Who doesn't want to work from home? Trading in suits for sweatpants (or dialing into a conference call with no pants)--it's the American Dream. Or some version of it.  It's a benefit that has become critical for retaining millennials, and key to keeping the best employees from bolting in general.  

Research shows more and more of us do at least some part of our job remotely (43 percent). And studies abound on the productivity improvement seen for those working from home.

But not everyone is buying into the trend, and it turns out it's not a productivity panacea.

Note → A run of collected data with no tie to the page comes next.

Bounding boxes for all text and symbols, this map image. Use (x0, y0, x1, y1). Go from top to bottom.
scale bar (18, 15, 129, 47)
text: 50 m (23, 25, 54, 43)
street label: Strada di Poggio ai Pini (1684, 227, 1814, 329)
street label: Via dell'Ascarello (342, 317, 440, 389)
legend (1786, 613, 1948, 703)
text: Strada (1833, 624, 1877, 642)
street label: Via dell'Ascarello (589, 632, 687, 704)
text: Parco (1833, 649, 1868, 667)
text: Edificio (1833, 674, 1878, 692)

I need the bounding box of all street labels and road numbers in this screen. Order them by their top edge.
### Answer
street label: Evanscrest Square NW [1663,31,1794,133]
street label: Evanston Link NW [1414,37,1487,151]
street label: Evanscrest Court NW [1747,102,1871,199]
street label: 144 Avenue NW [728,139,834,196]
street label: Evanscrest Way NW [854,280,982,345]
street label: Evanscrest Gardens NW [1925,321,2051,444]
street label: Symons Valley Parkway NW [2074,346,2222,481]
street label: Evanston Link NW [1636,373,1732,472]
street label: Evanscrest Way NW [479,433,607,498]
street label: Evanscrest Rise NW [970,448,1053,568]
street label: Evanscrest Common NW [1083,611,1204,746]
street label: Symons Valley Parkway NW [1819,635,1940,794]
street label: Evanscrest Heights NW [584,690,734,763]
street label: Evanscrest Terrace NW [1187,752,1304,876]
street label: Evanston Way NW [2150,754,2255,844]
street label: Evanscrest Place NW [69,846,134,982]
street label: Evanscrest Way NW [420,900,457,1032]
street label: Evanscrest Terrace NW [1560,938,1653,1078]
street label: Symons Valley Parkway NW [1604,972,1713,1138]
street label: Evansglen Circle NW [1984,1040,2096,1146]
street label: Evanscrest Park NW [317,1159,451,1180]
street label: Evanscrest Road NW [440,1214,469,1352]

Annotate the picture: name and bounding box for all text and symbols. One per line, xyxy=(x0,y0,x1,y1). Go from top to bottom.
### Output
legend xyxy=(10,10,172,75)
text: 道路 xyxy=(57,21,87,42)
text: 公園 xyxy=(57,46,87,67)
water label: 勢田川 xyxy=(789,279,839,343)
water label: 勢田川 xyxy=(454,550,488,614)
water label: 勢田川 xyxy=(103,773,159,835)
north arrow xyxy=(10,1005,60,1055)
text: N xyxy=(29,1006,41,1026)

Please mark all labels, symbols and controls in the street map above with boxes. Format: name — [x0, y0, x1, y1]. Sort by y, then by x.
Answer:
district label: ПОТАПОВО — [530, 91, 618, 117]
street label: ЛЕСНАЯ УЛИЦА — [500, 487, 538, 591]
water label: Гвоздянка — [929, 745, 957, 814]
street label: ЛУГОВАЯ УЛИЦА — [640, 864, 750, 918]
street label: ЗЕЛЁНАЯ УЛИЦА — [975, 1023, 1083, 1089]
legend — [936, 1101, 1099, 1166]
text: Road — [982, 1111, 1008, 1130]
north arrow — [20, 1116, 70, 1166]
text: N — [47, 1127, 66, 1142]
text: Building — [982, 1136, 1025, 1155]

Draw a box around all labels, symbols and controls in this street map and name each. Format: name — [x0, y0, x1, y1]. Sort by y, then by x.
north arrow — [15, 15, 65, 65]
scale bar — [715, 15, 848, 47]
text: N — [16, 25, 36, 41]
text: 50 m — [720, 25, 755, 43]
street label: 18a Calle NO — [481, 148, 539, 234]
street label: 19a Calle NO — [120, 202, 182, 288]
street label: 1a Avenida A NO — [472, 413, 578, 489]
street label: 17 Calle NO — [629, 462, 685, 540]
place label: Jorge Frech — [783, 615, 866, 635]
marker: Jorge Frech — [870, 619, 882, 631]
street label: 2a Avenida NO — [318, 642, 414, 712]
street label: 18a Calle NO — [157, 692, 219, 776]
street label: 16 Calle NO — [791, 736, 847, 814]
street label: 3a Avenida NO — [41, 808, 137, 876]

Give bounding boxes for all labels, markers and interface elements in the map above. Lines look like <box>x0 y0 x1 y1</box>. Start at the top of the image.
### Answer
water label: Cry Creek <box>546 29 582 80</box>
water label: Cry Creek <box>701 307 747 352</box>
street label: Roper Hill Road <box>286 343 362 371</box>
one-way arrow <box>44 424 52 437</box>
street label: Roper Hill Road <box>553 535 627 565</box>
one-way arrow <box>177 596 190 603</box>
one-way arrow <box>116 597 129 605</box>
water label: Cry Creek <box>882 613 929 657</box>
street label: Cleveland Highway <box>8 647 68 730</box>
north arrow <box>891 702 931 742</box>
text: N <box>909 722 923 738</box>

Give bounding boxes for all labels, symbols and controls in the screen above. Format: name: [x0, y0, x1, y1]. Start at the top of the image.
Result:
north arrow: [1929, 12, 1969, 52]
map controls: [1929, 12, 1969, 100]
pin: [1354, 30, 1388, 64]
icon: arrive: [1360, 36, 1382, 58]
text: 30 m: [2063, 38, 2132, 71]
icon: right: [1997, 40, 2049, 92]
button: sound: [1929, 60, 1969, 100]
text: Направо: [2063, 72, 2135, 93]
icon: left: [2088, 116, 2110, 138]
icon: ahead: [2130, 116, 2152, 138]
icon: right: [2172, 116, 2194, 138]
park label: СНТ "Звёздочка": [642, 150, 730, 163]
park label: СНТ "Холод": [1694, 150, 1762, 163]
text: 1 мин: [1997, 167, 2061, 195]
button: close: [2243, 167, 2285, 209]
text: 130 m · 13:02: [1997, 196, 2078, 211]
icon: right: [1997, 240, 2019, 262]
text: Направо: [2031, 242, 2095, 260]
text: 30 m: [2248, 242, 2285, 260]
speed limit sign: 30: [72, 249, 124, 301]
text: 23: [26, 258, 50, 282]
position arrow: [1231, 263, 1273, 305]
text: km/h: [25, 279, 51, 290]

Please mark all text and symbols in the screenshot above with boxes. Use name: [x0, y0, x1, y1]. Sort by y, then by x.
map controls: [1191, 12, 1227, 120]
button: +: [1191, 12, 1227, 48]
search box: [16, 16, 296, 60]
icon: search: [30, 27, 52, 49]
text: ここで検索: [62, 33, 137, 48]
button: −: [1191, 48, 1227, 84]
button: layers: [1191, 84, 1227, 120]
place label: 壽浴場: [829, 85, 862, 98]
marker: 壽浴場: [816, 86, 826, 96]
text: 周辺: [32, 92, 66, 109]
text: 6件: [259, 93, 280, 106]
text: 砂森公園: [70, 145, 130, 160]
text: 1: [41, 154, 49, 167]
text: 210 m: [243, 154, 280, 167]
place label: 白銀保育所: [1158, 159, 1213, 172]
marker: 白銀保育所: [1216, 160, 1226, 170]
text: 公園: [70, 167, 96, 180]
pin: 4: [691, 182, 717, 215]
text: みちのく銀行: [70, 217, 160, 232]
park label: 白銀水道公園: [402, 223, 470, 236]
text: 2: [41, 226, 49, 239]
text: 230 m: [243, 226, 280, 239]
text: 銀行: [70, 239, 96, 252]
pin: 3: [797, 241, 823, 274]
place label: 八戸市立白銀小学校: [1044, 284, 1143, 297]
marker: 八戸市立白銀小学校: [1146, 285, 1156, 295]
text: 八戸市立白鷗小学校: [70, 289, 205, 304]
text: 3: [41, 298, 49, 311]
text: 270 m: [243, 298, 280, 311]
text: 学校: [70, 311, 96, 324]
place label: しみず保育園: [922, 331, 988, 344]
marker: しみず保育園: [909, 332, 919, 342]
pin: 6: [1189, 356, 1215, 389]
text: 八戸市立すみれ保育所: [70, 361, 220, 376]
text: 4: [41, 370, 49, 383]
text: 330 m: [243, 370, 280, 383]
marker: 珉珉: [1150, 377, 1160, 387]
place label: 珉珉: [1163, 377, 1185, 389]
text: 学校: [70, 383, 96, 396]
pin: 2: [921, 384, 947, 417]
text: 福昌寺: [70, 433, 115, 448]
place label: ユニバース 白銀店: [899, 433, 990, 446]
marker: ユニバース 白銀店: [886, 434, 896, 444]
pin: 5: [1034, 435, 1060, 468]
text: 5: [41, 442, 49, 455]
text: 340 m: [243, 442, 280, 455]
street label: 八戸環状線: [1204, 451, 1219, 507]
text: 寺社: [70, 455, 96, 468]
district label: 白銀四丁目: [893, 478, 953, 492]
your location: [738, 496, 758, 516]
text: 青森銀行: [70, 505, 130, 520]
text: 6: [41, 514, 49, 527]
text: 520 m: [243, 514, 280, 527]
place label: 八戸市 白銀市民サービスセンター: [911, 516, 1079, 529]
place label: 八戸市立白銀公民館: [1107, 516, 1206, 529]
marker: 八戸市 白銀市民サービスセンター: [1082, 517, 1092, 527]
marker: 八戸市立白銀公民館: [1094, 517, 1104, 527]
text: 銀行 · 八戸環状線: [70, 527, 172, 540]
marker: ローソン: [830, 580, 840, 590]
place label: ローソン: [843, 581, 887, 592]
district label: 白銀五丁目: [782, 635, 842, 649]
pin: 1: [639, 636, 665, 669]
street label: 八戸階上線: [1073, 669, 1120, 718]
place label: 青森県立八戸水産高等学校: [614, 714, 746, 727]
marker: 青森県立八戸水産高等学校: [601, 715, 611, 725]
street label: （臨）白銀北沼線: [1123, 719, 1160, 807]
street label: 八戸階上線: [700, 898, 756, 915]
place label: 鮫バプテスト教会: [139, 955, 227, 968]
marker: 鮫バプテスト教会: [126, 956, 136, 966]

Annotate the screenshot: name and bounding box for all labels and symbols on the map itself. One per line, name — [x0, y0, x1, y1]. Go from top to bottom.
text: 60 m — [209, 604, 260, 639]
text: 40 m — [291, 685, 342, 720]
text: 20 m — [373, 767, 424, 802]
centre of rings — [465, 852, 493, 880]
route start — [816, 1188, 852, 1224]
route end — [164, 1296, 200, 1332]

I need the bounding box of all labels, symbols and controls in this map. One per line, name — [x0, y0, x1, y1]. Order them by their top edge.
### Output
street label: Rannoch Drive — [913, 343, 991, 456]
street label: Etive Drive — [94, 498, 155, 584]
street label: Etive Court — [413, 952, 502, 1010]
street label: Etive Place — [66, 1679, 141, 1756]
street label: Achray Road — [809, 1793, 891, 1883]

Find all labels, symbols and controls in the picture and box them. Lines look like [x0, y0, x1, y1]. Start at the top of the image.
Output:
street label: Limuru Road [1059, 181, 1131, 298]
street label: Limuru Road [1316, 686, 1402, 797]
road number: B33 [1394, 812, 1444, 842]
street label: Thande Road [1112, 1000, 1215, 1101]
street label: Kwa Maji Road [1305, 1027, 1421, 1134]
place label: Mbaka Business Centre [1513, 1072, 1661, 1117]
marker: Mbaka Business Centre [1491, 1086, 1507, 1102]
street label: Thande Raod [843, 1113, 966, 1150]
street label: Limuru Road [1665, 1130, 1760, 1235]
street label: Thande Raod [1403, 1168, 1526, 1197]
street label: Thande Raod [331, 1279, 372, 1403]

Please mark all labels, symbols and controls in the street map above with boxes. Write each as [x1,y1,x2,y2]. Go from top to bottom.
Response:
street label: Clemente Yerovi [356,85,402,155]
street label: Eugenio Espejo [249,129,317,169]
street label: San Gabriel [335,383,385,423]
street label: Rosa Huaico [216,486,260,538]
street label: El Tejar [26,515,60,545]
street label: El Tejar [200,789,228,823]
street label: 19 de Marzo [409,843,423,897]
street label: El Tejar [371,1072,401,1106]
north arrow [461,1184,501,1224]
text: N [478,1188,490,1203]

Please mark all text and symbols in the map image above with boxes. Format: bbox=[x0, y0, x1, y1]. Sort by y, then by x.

As The Atlantic recently reported, IBM announced they were joining Yahoo, Best Buy, and Aetna in unwinding their work from home policy. 

That IBM has joined the reversal revelry is particularly surprising as they were one of the original pioneers of working from home. In fact, as one report noted:

 "As early as the 1980s, the company had installed "remote terminals" in several employees' homes. And by 2009, when remote work was still, for most, a novelty, 40 percent of IBM's 386,000 global employees already worked at home (the company noted that it had reduced its office space by 78 million square feet and saved about $100 million in the US annually as a result)."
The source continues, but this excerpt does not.